A young woman tries to break into the male-dominated world of voiceover acting, putting her in competition with her father and his protege.
Lake Bell, 2013
Carol (Lake Bell) is a vocal coach and the daughter of voiceover actor Sam (Fred Melamed), who repeatedly tells her that the world of voiceovers doesn’t want a female voice. When his much younger girlfriend Jamie (Alexandra Holden) moves in, Carol is forced to live with her sister Dani (Michaela Watson) and brother-in-law Moe (Rob Corddry), who are having marital problems. When someone drops out, Carol records a voiceover for an advertisement and starts getting more auditions. Following the death of a legendary voiceover actor, the man responsible for making the phrase “in a world…” famous, the industry is looking for a new voice. In the running are Sam and his protege, the arrogant Gustav (Ken Marino), who Carol starts a weird affair with while awkwardly flirting with her friend Louis (Demetri Martin). Carol puts in an audition to do a trailer voiceover for a new post-apocalyptic that plans to bring back the iconic phrase, alongside her father and Gustav.

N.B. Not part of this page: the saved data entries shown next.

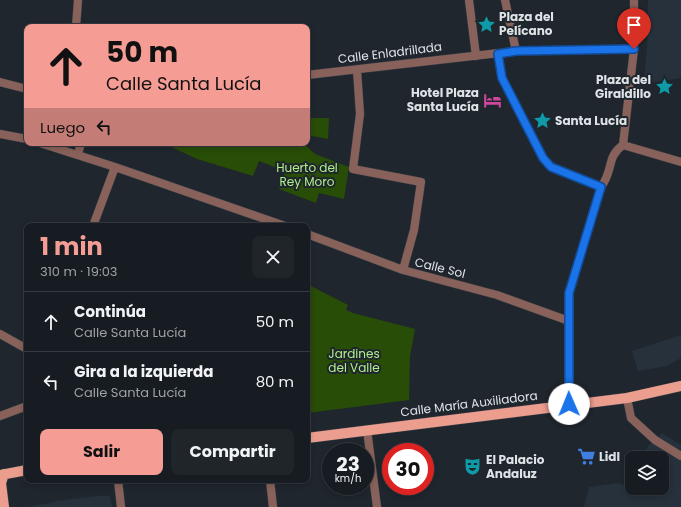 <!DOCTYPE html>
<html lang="es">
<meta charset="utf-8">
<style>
body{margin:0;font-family:Poppins,sans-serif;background:#20252a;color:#f1f3f6;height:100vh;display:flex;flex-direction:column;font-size:15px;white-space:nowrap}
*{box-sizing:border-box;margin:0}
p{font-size:13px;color:#9ea1a5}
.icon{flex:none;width:22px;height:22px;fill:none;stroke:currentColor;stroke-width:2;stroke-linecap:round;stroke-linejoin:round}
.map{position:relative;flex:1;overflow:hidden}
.sheet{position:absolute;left:24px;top:223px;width:286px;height:260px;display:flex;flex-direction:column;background:#171c22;border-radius:8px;box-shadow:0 2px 6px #0003,0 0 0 1px #363a40}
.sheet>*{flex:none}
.banner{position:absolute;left:24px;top:24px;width:286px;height:122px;border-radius:8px;box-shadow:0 2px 6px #0003,0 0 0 1px #363a40;background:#f59c94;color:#111;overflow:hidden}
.controls{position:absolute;left:625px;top:451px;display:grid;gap:8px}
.controls a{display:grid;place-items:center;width:44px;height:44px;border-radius:8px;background:#171c22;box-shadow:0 2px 6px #0003,0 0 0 1px #363a40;font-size:20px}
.speed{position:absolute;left:322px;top:443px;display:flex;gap:8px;font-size:20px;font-weight:700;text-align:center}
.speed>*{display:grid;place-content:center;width:52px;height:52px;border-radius:50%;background:#171c22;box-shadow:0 2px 6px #0003,0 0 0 1px #363a40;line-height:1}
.speed small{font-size:10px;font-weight:400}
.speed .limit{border:6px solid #d22;background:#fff;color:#111}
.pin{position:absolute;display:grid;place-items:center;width:34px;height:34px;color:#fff;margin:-41px -17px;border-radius:50% 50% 50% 0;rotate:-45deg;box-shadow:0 0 4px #0007}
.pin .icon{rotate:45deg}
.me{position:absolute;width:44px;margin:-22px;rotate:359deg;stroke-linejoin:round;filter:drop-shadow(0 0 3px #0008)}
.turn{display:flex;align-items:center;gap:14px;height:84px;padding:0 16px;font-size:18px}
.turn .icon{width:52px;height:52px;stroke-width:2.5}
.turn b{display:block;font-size:28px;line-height:34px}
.then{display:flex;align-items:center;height:38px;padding:0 16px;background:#0003;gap:8px;font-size:15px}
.round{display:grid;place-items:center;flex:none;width:42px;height:42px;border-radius:8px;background:#20252a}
.summary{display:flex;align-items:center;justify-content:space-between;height:68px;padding:0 16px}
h1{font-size:24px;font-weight:700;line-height:30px;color:#f59c94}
.cta{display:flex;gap:8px;margin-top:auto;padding:8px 16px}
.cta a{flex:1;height:46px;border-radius:8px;background:#f59c94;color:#111;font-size:16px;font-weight:700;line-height:46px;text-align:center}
.cta a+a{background:#20252a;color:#f1f3f6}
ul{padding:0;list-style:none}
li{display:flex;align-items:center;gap:12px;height:60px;padding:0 16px;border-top:1px solid #363a40}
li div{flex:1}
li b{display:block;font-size:15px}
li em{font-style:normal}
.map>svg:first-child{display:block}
.built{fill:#26313c}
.green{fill:#284d07}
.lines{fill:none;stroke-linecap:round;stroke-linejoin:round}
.street-casing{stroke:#3a4047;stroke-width:9}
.primary-casing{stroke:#3a4047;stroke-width:11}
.street{stroke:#88625a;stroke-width:8}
.primary{stroke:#ec9e8e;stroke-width:10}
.route-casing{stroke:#114b97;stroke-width:10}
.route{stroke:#1a73e8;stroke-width:7}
.labels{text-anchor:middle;stroke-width:4;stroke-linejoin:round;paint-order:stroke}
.poi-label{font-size:12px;font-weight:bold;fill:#dee3e7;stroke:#1f262d;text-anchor:start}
.street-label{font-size:12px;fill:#dee3e7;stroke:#1f262d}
.park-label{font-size:12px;fill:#b0ed8b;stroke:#1f262d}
</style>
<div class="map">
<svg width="681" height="507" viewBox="0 0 681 507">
<rect width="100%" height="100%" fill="#1f262d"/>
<path class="built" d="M648,0h33v78l-33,5 -4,-4 3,-32z
M681,335v23l-14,8 -29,5 -6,-20z
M662,433l19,12v62h-97l5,-20 29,-4 9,3 5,-9v11h30v-30h-19l5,-12z
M98,496h12l2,11h-85l28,-5v-1z"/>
<path class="green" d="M307,118h22l-1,21 -21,-4z
M163,143h140l12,11 34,13 -5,32 -25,-6 -3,10 -37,-14 6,-18 -26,-10 -6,15 -56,-17z
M307,284l41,21 -2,5 7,3 62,16 -5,27 -1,44 -102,13z"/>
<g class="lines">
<defs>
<path id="street" d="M469,0l7,56
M76,27l2,-27
M516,51l118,-2
M498,54l4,24 41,80 8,9 50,20 -32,106v112
M357,70l3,44 -7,55 68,13 -7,48 -11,40
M307,75l209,-24 -11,-51
M0,82l27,7
M0,134l27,5
M40,143l75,24 170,59
M623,145l58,17
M78,154l3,-11
M601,187c13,-17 5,-30 22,-42l11,-96v-49
M93,226l22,-59
M307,234l96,36 94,25 72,26
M0,334l27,15
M627,398l4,20 24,22 26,16
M0,416l27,-10
M367,430l10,77
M118,480l3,27
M270,480l3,27"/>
<path id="primary" d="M307,438l320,-40 54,-12
M4,474l-3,9 3,24
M0,475l27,-5"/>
</defs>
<use href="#street" class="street-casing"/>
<use href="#primary" class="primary-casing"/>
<use href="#street" class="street"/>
<use href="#primary" class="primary"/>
</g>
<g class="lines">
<defs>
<path id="route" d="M569,404v-111l32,-106 -50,-20 -8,-9 -41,-80 -4,-24 18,-3 118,-2"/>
</defs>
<use href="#route" class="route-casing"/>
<use href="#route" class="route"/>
</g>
<defs>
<symbol id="sight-bare" viewBox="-9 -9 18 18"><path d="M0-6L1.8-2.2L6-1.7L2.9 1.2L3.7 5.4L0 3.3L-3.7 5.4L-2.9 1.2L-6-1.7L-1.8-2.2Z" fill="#0f9aa8" stroke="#1f262d" stroke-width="2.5" paint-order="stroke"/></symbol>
<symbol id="hotel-bare" viewBox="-9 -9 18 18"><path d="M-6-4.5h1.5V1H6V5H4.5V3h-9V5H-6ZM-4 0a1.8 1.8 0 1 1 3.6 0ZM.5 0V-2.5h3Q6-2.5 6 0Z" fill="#d1479c" stroke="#1f262d" stroke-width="2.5" paint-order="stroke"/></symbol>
<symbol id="supermarket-bare" viewBox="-9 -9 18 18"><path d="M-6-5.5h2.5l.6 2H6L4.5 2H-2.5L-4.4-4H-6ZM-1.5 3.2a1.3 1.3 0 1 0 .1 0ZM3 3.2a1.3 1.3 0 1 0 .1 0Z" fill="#3f7fe0" stroke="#1f262d" stroke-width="2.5" paint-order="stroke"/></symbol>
<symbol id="theatre-bare" viewBox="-9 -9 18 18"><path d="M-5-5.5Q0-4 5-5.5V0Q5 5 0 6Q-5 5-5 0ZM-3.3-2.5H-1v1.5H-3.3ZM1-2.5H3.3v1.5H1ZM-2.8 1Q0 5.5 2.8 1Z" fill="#0f9aa8" stroke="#1f262d" stroke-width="2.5" paint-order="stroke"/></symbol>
</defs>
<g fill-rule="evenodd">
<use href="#sight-bare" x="474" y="12" width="25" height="25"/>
<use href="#sight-bare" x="652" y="74" width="25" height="25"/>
<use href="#hotel-bare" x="480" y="88" width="25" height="25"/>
<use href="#sight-bare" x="530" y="108" width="25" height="25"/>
<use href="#supermarket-bare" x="574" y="444" width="25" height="25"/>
<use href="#theatre-bare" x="460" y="454" width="25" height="25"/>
</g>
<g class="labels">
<g class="poi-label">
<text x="499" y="21">Plaza del<tspan x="499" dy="14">Pelícano</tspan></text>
<text x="651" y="84" text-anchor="end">Plaza del<tspan x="651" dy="14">Giraldillo</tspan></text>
<text x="479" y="97" text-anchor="end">Hotel Plaza<tspan x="479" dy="14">Santa Lucía</tspan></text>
<text x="555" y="125">Santa Lucía</text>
<text x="599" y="461">Lidl</text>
<text x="486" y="464">El Palacio<tspan x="486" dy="14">Andaluz</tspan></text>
</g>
<g class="street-label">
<text transform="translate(390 53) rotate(-7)" y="4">Calle Enladrillada</text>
<text transform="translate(440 268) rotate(14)" y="4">Calle Sol</text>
<text transform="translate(469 404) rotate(-7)" y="4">Calle María Auxiliadora</text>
</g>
<g class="park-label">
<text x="307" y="172">Huerto del<tspan x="307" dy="14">Rey Moro</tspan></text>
<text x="354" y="358">Jardines<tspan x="354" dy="14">del Valle</tspan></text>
</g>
</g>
</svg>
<div class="controls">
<a><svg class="icon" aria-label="layers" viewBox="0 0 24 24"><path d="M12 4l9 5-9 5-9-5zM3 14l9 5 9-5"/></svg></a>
</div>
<div class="speed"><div>23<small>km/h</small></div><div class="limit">30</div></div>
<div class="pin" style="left:634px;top:49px;background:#d93025"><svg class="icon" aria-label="arrive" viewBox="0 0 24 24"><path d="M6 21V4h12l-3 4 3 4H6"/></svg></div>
<svg class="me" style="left:569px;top:404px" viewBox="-20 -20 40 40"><circle r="19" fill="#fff"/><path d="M0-13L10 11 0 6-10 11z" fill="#1a73e8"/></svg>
<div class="banner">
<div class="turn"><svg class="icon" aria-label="ahead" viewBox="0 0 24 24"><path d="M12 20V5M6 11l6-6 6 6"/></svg><div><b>50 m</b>Calle Santa Lucía</div></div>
<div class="then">Luego<svg class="icon" aria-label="left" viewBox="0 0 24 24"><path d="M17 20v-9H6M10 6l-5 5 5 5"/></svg></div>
</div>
<section class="sheet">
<div class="summary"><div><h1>1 min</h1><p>310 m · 19:03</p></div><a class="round"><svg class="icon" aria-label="close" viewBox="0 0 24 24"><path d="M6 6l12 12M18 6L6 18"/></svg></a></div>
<ul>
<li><svg class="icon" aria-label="ahead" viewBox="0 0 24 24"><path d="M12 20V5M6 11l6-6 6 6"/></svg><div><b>Continúa</b><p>Calle Santa Lucía</p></div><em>50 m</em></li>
<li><svg class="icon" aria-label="left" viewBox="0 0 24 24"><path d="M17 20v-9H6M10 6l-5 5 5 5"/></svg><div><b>Gira a la izquierda</b><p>Calle Santa Lucía</p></div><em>80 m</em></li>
</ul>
<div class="cta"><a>Salir</a><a>Compartir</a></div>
</section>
</div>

This movie has such an intriguing premise that I was really interested in seeing it, particularly since Lake Bell directed and wrote the film, as well as starring in it. Carol is an interesting protagonist, prickly and self-centred but also determined to improve her station and those of other women. I didn’t find the movie even remotely interesting or funny when it wasn’t specifically about the voiceover stuff, though, and it wasn’t about that much. The humour is awkward and weird, stilted, and while there are a lot of talented people involved I thought the movie was kind of a mess. The relationship between Carol and Louis is particularly painful to watch, so incredibly awkward. It feels like Bell had an idea but didn’t know what to do with it. I think she shows promise, and I’m sure the film was hard to get made, but perhaps more voices could have pointed out some of the weaker points in the story if Bell hadn’t done it all alone. She’s compelling but wastes a lot of the potential of an interesting idea.

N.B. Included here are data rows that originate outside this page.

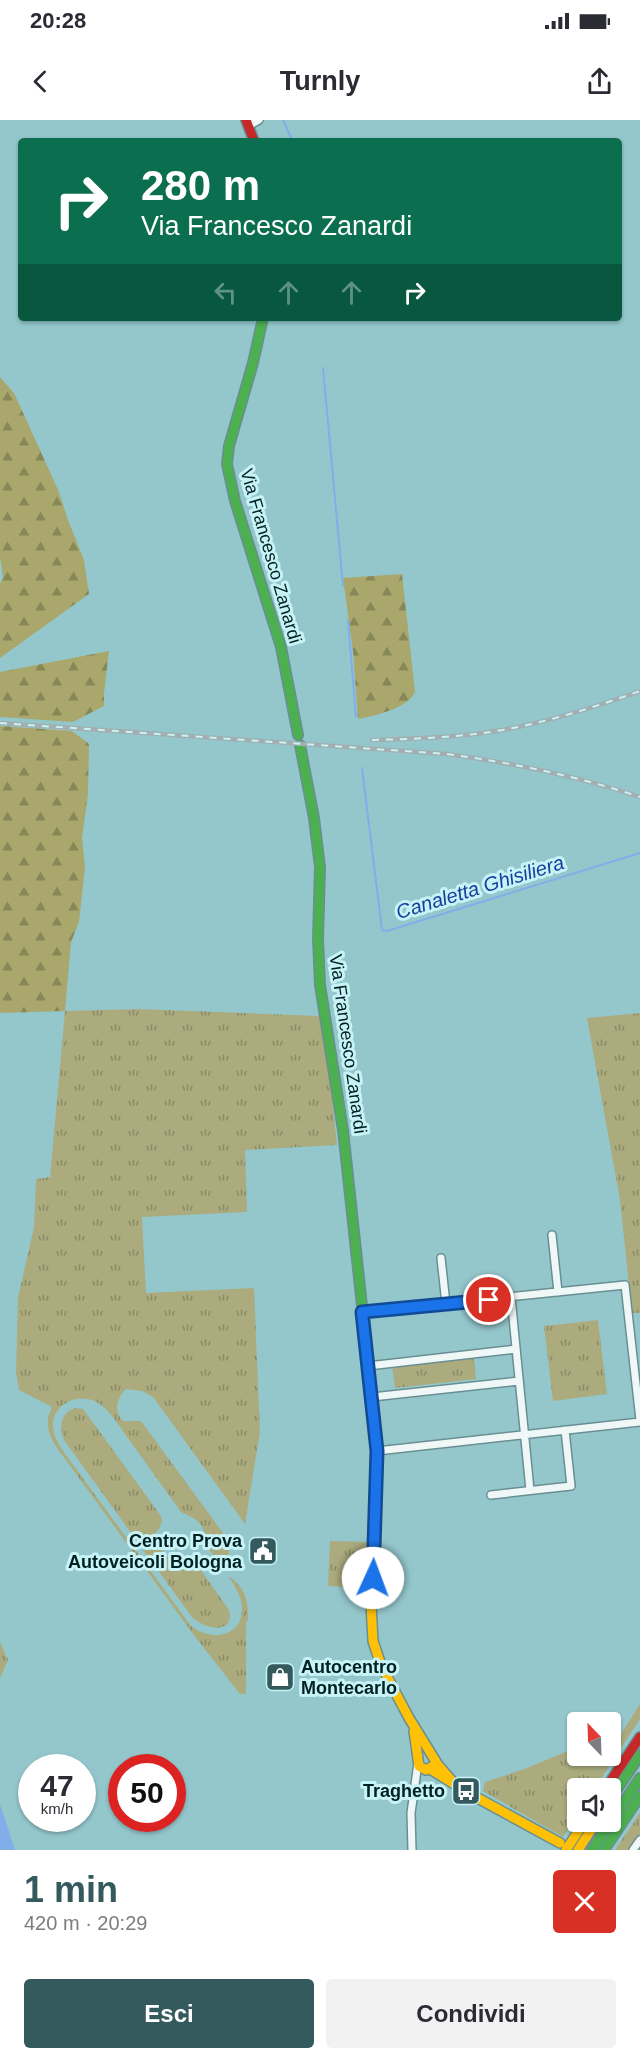 <!DOCTYPE html>
<html lang="it">
<head>
<meta charset="utf-8">
<style>
  :root { --surface:#fff; --page:#f2f2f3; --text:#2b2b33; --muted:#7c7c81; --accent:#345a5e }
  body { margin:0; font-family:Helvetica,sans-serif; background:var(--page); color:var(--text); height:100vh; display:flex; flex-direction:column; font-size:22px; white-space:nowrap }
  * { box-sizing:border-box; margin:0 }
  p { font-size:20px; color:var(--muted) }
  .icon { flex:none; width:33px; height:33px; fill:none; stroke:currentColor; stroke-width:2; stroke-linecap:round; stroke-linejoin:round }
  .map { position:relative; height:1730px; overflow:hidden }
  .sheet { display:flex; flex-direction:column; background:var(--surface); flex:1 }
  .sheet>* { flex:none }
  .top-card { position:absolute; left:18px; top:18px; width:604px; height:183px; border-radius:6px; box-shadow:0 2px 4px #0004; background:#0b6e4f; color:#fff; overflow:hidden }
  .needle { width:39px; rotate:337deg }
  .controls { position:absolute; left:567px; top:1592px; display:grid; gap:12px }
  .controls a { display:grid; place-items:center; width:54px; height:54px; border-radius:6px; background:var(--surface); box-shadow:0 2px 4px #0004; font-size:30px }
  .speed { position:absolute; left:18px; top:1634px; display:flex; gap:12px; font-size:30px; font-weight:700; text-align:center }
  .speed>* { display:grid; place-content:center; width:78px; height:78px; border-radius:50%; background:var(--surface); box-shadow:0 2px 4px #0004; line-height:1 }
  .speed small { font-size:15px; font-weight:400 }
  .speed .limit { border:9px solid #d22; background:#fff; color:#111 }
  .pin { position:absolute; display:grid; place-items:center; width:51px; height:51px; color:#fff; margin:-26px; border:3px solid #fff; border-radius:50%; box-shadow:0 2px 6px #0007 }
  .me { position:absolute; width:66px; margin:-33px; rotate:2deg; stroke-linejoin:round; filter:drop-shadow(0 0 4px #0008) }
  .turn { display:flex; align-items:center; gap:21px; height:126px; padding:0 24px; font-size:27px }
  .turn .icon { width:78px; height:78px; stroke-width:2.5 }
  .turn b { display:block; font-size:42px; line-height:51px }
  .lanes { display:flex; align-items:center; height:57px; padding:0 24px; background:#0003; justify-content:center; gap:30px; direction:ltr }
  .lanes .off { opacity:.35 }
  .round { display:grid; place-items:center; flex:none; width:63px; height:63px; border-radius:6px; background:var(--page) }
  .summary { display:flex; align-items:center; justify-content:space-between; height:102px; padding:0 24px }
  h1 { font-size:36px; font-weight:600; line-height:45px; color:var(--accent) }
  .primary-button { display:flex; gap:12px; margin-top:auto; padding:12px 24px }
  .primary-button a { flex:1; height:69px; border-radius:6px; background:var(--accent); color:#fff; font-size:24px; font-weight:600; line-height:69px; text-align:center }
  .primary-button a+a { background:var(--page); color:var(--text) }
  .status { display:flex; justify-content:space-between; align-items:center; height:42px; padding:0 30px; background:var(--surface); direction:ltr }
  .status svg { height:16px; fill:currentColor }
  header { display:flex; justify-content:space-between; align-items:center; height:78px; padding:0 24px; background:var(--surface); font-size:27px; font-weight:600 }
  .map>svg:first-child { display:block }
</style>
</head>
<body>
<div class="status"><b>20:28</b><svg viewBox="0 0 49 12"><path d="M0 12V9h3v3zM5 12V6h3v6zM10 12V3h3v9zM15 12V0h3v12zM26 1h20v11H26zM47 4h2v5h-2z"/></svg></div>
<header><svg class="icon" aria-label="back" viewBox="0 0 24 24"><path d="M15 5l-7 7 7 7"/></svg>Turnly<svg class="icon" aria-label="share" viewBox="0 0 24 24"><path d="M12 15V3M7 8l5-5 5 5M5 13v7h14v-7"/></svg></header>
<div class="map">
<svg width="640" height="1730" viewBox="0 0 640 1730">
  <defs>
    <pattern id="grass-tufts" width="24" height="20" patternUnits="userSpaceOnUse" patternTransform="scale(1.5)"><rect width="24" height="20" fill="#abab7e"/><path d="M3 7l-1-3M5 7V3M7 7l1-3M15 17l-1-3M17 17v-4M19 17l1-3" fill="none" stroke="#898b67"/></pattern>
    <pattern id="forest-firs" width="22" height="20" patternUnits="userSpaceOnUse" patternTransform="scale(1.5)"><rect width="22" height="20" fill="#a9a76b"/><path d="M5 1l3.5 6h-7zM16 11l3.5 6h-7z" fill="#878858"/></pattern>
  </defs>
  <rect width="100%" height="100%" fill="#94c7cc"/>
  <path fill="url(#grass-tufts)" d="M140 889 319 896 330 959 337 1025 245 1030 247 1092 142 1097 146 1173 254 1168 260 1312 245 1404 153 1277 142 1271 126 1269C117 1278 113 1291 123 1301H141L226 1417C231 1427 231 1439 220 1445L206 1425 205 1413 201 1405 195 1399 181 1392C164 1368 147 1345 130 1321 121 1309 113 1294 101 1285 83 1271 54 1281 53 1305 53 1315 58 1323 63 1331L191 1506C211 1522 244 1517 242 1486 241 1474 233 1465 229 1456 246 1470 248 1478 248 1500L246 1502V1574H240L196 1518 57 1328C48 1314 44 1302 52 1287L19 1270 16 1252 18 1178 34 1107 36 1059 50 1057 65 891Z
    M640 893V1193H632L620 1080 587 898Z
    M598 1200 607 1274 553 1281 544 1206Z
    M474 1236 476 1259 395 1268 392 1244Z
    M75 1288 83 1289 86 1293 161 1396C165 1411 149 1417 139 1424L64 1320C59 1307 60 1293 75 1288Z
    M157 1419C169 1454 182 1432 198 1446L229 1490C235 1516 204 1509 192 1497L143 1430Z
    M330 1421 368 1422 366 1468 328 1466Z
    M0 1522 8 1540 0 1558Z
    M640 1584V1599L595 1668H578L577 1695 563 1717 483 1671 485 1662 527 1648 577 1627 578 1635H610L611 1617 621 1614Z
    M640 1693V1714L629 1730H615Z"/>
  <path fill="url(#forest-firs)" d="M0 257 14 273 59 372 68 400 84 440 89 474 0 538V464L3 457 0 437Z
    M402 454 415 572C407 589 376 595 358 599L353 532 343 458Z
    M109 531 104 573V586L73 602 0 597V552Z
    M0 606 72 611 89 624 88 674 82 718 85 747 79 802 71 822 65 891 0 893Z"/>
  <path fill="#81aee9" d="M0 1684 15 1730H0Z"/>
  <g fill="none" stroke-linecap="round" stroke-linejoin="round">
    <path stroke="#81aee9" stroke-width="2" d="M283 0 291 18
      M323 248 343 466
      M348 500 356 597
      M362 648 382 810 387 811 640 733"/>
    <g stroke="#698f92" stroke-width="10">
      <path id="street" d="M248 6 259 0
        M552 1115 558 1172
        M441 1138 446 1184
        M511 1177 530 1370
        M362 1192 625 1165 640 1300
        M368 1246 516 1229
        M372 1277 519 1261
        M377 1331 640 1302
        M491 1375 571 1366 565 1310
        M412 1730 411 1693 418 1643
        M633 1730 640 1720"/>
    </g>
    <g stroke="#698f92" stroke-width="12">
      <path id="fast" d="M263 198 253 243 229 326 227 344 235 381 281 527 298 615
        M300 625 314 698 320 747 318 819 320 865 343 1010 367 1232
        M610 1680 640 1635
        M592 1730 640 1658
        M604 1730 640 1676"/>
    </g>
    <g stroke="#698f92" stroke-width="12">
      <path id="slow" d="M371 1484 373 1521 381 1545 409 1598 438 1645 452 1661
        M414 1611 419 1646 426 1650 433 1646
        M430 1649 472 1675 560 1723
        M566 1730 585 1701
        M578 1730 597 1701"/>
    </g>
    <g stroke="#698f92" stroke-width="12">
      <path id="jam" d="M246 0 254 21
        M367 1232 377 1331 371 1484
        M606 1668 640 1617"/>
    </g>
    <use href="#street" stroke="#eff7f7" stroke-width="7"/>
    <use href="#fast" stroke="#4caf50" stroke-width="9"/>
    <use href="#slow" stroke="#ffc107" stroke-width="9"/>
    <use href="#jam" stroke="#c62828" stroke-width="9"/>
    <g stroke="#a2aeaf" stroke-width="4.5">
      <path id="rail" d="M0 603 447 634C513 643 577 656 640 677
        M372 620C409 619 446 618 483 613 536 606 589 589 640 571"/>
    </g>
    <use href="#rail" stroke="#c7f3f7" stroke-width="2" stroke-dasharray="7" stroke-linecap="butt"/>
  </g>
  <g fill="none" stroke-linecap="round" stroke-linejoin="round">
    <g stroke="#114b97" stroke-width="15">
      <path id="route" d="M373 1458 377 1331 362 1192 489 1180"/>
    </g>
    <use href="#route" stroke="#1a73e8" stroke-width="10"/>
  </g>
  <defs>
    <g id="civic-square" transform="scale(1.5)"><rect x="-9" y="-9" width="18" height="18" rx="4" fill="#345a5e" stroke="#c7f3f7"/><path d="M-.6-6.5H3V-4.5H.6V-3L4-1V1h2V6H-6V1h2V-1L-.6-3ZM-1.2 2.5V6h2.4V2.5Z" fill="#fff"/></g>
    <g id="shop-square" transform="scale(1.5)"><rect x="-9" y="-9" width="18" height="18" rx="4" fill="#345a5e" stroke="#c7f3f7"/><path d="M-5-2.5h2.3a2.7 3.5 0 0 1 5.4 0H5L5.5 6h-11ZM-1.5-2.5h3a1.5 2.3 0 0 0-3 0Z" fill="#fff"/></g>
    <g id="bus-square" transform="scale(1.5)"><rect x="-9" y="-9" width="18" height="18" rx="4" fill="#345a5e" stroke="#c7f3f7"/><path d="M-5-6H5V4H4V6H2V4H-2V6H-4V4H-5ZM-3.5-4V0h7V-4ZM-3.5 1.2v1.5H-2V1.2ZM2 1.2v1.5H3.5V1.2Z" fill="#fff"/></g>
  </defs>
  <g fill-rule="evenodd">
    <use href="#civic-square" x="263" y="1431"/>
    <use href="#shop-square" x="280" y="1557"/>
    <use href="#bus-square" x="466" y="1671"/>
  </g>
  <g text-anchor="middle" dominant-baseline="central" stroke-width="6" stroke-linejoin="round" paint-order="stroke">
    <g font-size="18" fill="#012022" stroke="#c7f3f7">
      <text transform="translate(271 436) rotate(74)">Via Francesco Zanardi</text>
      <text transform="translate(348 924) rotate(82)">Via Francesco Zanardi</text>
    </g>
    <g font-size="18" font-weight="bold" fill="#012022" stroke="#c7f3f7" text-anchor="end">
      <text x="242" y="1421">Centro Prova<tspan x="242" dy="21">Autoveicoli Bologna</tspan></text>
      <text x="301" y="1547" text-anchor="start">Autocentro<tspan x="301" dy="21">Montecarlo</tspan></text>
      <text x="445" y="1671">Traghetto</text>
    </g>
    <g font-size="20" font-style="italic" fill="#163f9d" stroke="#c7f3f7">
      <text transform="translate(480 767) rotate(-17)">Canaletta Ghisiliera</text>
    </g>
  </g>
</svg>
<div class="controls">
<a><svg class="needle" viewBox="-14 -14 28 28"><path d="M0-13l5 13h-10z" fill="#e53935"/><path d="M0 13l5-13h-10z" fill="#7c7c81"/></svg></a>
<a><svg class="icon" aria-label="sound" viewBox="0 0 24 24"><path d="M4 9h4l5-4v14l-5-4H4zM17 9q2 3 0 6"/></svg></a>
</div>
<div class="speed"><div>47<small>km/h</small></div><div class="limit">50</div></div>
<div class="pin" style="left:489px;top:1180px;background:#d93025"><svg class="icon" aria-label="arrive" viewBox="0 0 24 24"><path d="M6 21V4h12l-3 4 3 4H6"/></svg></div>
<svg class="me" style="left:373px;top:1458px" viewBox="-20 -20 40 40"><circle r="19" fill="#fff"/><path d="M0-13L10 11 0 6-10 11z" fill="#1a73e8"/></svg>
<div class="top-card">
<div class="turn"><svg class="icon" aria-label="right" viewBox="0 0 24 24"><path d="M7 20v-9h11M14 6l5 5-5 5"/></svg><div><b>280 m</b>Via Francesco Zanardi</div></div>
<div class="lanes"><svg class="icon off" aria-label="left" viewBox="0 0 24 24"><path d="M17 20v-9H6M10 6l-5 5 5 5"/></svg><svg class="icon off" aria-label="ahead" viewBox="0 0 24 24"><path d="M12 20V5M6 11l6-6 6 6"/></svg><svg class="icon off" aria-label="ahead" viewBox="0 0 24 24"><path d="M12 20V5M6 11l6-6 6 6"/></svg><svg class="icon" aria-label="right" viewBox="0 0 24 24"><path d="M7 20v-9h11M14 6l5 5-5 5"/></svg></div>
</div>
</div>
<section class="sheet">
<div class="summary"><div><h1>1 min</h1><p>420 m · 20:29</p></div><a class="round" style="background:#d93025;color:#fff"><svg class="icon" aria-label="close" viewBox="0 0 24 24"><path d="M6 6l12 12M18 6L6 18"/></svg></a></div>
<div class="primary-button"><a>Esci</a><a>Condividi</a></div>
</section>
</body>
</html>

The performances are, understandably, also stilted and strange. The best part of the movie is Alexandra Holden’s Jamie, the younger girlfriend of Carol’s father, who is funny and heartfelt and turns the movie around. There’s some chemistry between Rob Corddry and Michaela Watson that could have been explored better – they provide a few moments of pathos, but those are mostly more of a distraction than a real contribution to the story. Ken Marino does his usual pompous jerk routine with his usual degree of success, and provides one of the only genuinely hilarious, bizarre moments of the film. There’s a sharp dose of reality doled out by a cameoing (it’s a word) Geena Davis, which is easily the best scene in the film. The movie really ends on a strong note, and speaks of a lot of Bell’s promise – the interesting gendered elements and the character interactions come together, and there’s hope in the realism that it represents.